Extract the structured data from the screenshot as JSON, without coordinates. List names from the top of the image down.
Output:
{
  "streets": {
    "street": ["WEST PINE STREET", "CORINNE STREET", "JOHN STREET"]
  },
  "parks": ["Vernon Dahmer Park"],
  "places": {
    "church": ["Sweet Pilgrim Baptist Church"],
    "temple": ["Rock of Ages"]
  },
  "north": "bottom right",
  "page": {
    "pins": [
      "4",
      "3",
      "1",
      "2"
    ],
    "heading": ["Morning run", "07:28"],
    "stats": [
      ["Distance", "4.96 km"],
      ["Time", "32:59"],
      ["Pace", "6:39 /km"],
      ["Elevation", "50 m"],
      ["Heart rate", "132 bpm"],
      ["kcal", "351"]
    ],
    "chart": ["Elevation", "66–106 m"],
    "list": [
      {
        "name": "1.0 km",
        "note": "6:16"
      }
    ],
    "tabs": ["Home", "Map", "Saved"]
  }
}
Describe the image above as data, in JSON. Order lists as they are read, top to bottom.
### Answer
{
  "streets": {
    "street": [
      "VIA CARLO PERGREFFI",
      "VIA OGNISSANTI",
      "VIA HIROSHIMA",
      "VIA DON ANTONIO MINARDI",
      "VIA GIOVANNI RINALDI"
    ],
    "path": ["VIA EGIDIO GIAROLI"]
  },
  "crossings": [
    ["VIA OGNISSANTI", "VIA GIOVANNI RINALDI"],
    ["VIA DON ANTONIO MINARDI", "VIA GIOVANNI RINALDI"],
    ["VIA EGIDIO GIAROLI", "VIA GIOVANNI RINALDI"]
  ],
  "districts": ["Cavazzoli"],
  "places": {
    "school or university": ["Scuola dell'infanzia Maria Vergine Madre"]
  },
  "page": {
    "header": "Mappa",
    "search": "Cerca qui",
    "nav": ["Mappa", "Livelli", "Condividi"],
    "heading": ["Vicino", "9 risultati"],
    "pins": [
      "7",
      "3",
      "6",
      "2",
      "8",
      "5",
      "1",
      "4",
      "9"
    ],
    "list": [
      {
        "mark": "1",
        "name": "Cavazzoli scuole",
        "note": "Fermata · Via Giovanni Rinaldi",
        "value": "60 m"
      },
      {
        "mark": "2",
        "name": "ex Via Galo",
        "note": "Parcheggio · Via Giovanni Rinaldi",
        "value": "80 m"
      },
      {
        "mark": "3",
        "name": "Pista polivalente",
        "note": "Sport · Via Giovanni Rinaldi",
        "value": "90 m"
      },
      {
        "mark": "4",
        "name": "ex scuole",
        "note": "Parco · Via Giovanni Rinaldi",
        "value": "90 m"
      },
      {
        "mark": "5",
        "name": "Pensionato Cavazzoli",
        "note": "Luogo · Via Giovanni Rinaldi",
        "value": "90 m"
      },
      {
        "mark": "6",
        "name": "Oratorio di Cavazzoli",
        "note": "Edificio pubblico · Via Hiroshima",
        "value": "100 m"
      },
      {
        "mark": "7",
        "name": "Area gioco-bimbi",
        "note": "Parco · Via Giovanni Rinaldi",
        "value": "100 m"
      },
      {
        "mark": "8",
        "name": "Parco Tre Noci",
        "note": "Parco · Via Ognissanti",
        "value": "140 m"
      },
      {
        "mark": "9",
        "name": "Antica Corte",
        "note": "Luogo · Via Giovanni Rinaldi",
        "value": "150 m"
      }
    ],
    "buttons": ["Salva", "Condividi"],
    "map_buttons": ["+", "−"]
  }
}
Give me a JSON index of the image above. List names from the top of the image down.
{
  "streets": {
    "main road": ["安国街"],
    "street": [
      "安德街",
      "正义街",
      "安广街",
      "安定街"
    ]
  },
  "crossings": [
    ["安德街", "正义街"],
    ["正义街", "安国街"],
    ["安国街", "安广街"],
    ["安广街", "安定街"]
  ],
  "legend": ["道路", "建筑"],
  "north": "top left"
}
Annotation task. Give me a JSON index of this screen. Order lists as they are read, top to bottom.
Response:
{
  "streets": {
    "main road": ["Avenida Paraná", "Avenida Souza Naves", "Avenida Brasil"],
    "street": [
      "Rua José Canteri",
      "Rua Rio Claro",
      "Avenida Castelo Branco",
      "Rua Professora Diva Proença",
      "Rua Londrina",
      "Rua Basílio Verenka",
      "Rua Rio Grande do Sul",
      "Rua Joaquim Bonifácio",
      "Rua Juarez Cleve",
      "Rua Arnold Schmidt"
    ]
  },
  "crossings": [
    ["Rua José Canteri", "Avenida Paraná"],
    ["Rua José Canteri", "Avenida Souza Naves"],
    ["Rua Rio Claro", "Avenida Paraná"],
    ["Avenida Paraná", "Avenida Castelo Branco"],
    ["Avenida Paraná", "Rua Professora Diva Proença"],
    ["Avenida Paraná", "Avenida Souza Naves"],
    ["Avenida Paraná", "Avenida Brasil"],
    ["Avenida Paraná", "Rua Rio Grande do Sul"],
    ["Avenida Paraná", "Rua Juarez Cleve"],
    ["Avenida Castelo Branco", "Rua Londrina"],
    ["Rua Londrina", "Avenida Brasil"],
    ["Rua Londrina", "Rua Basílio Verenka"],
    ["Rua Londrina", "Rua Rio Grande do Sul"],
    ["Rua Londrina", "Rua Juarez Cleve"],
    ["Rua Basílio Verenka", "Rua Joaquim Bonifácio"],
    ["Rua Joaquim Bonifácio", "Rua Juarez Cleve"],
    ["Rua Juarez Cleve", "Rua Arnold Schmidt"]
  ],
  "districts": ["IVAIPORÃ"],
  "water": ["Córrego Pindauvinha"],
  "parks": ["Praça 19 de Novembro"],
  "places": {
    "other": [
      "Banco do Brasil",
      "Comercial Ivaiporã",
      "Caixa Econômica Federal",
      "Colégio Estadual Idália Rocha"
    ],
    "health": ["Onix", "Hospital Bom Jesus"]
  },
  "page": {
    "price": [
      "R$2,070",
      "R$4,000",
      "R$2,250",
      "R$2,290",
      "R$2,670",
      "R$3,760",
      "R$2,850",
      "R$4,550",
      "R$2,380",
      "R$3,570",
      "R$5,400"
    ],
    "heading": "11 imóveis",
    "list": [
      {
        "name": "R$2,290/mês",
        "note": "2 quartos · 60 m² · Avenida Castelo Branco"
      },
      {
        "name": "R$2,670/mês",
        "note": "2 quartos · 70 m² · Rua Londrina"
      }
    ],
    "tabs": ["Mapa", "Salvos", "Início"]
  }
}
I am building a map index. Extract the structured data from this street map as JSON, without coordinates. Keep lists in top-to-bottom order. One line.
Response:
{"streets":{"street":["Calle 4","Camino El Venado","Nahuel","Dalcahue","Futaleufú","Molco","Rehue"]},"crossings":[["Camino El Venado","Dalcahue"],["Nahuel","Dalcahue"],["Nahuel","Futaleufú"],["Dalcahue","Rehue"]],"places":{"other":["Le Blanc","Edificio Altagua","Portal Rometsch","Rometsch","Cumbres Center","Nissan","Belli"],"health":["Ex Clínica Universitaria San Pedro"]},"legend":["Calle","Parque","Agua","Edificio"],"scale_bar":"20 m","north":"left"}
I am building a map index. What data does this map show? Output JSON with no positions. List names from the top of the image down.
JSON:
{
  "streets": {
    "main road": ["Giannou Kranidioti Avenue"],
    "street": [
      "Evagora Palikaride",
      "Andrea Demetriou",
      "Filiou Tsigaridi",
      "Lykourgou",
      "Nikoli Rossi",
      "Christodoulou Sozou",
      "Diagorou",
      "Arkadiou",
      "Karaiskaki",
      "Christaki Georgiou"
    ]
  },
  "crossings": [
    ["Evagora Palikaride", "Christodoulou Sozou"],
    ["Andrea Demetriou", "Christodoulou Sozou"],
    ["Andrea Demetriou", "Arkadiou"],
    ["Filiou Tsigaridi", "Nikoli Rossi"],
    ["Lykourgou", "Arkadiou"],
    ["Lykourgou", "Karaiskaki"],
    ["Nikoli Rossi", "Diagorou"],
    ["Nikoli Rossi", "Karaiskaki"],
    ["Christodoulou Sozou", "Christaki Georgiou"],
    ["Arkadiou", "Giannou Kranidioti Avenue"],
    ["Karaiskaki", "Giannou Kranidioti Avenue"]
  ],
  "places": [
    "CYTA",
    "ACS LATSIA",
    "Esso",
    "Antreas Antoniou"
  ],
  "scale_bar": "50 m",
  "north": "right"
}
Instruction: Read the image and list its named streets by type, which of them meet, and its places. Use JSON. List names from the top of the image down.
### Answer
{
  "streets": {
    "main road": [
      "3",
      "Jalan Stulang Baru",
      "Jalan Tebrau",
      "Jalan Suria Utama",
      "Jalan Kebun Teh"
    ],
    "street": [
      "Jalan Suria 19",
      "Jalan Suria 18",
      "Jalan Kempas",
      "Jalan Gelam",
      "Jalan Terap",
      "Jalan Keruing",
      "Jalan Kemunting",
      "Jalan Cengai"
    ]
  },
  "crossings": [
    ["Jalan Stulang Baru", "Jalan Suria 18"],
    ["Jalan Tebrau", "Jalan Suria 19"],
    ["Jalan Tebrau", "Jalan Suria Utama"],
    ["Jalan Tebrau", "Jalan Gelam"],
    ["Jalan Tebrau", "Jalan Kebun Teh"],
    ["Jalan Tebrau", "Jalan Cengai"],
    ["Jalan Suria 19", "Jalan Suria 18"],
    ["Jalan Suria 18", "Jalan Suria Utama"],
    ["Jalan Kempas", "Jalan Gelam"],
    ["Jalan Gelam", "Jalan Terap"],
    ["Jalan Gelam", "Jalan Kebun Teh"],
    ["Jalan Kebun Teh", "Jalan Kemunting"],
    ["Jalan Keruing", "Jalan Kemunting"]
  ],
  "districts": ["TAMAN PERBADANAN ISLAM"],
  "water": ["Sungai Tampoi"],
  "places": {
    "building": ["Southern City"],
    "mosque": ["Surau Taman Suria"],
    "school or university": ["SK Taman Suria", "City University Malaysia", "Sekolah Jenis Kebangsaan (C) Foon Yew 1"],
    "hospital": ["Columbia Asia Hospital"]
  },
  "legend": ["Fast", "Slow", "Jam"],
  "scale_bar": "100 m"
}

_ _ _ _

Required work → Filter the data above, keeping only lines that include the string "Proença".

Exercise result →
      "Rua Professora Diva Proença",
    ["Avenida Paraná", "Rua Professora Diva Proença"],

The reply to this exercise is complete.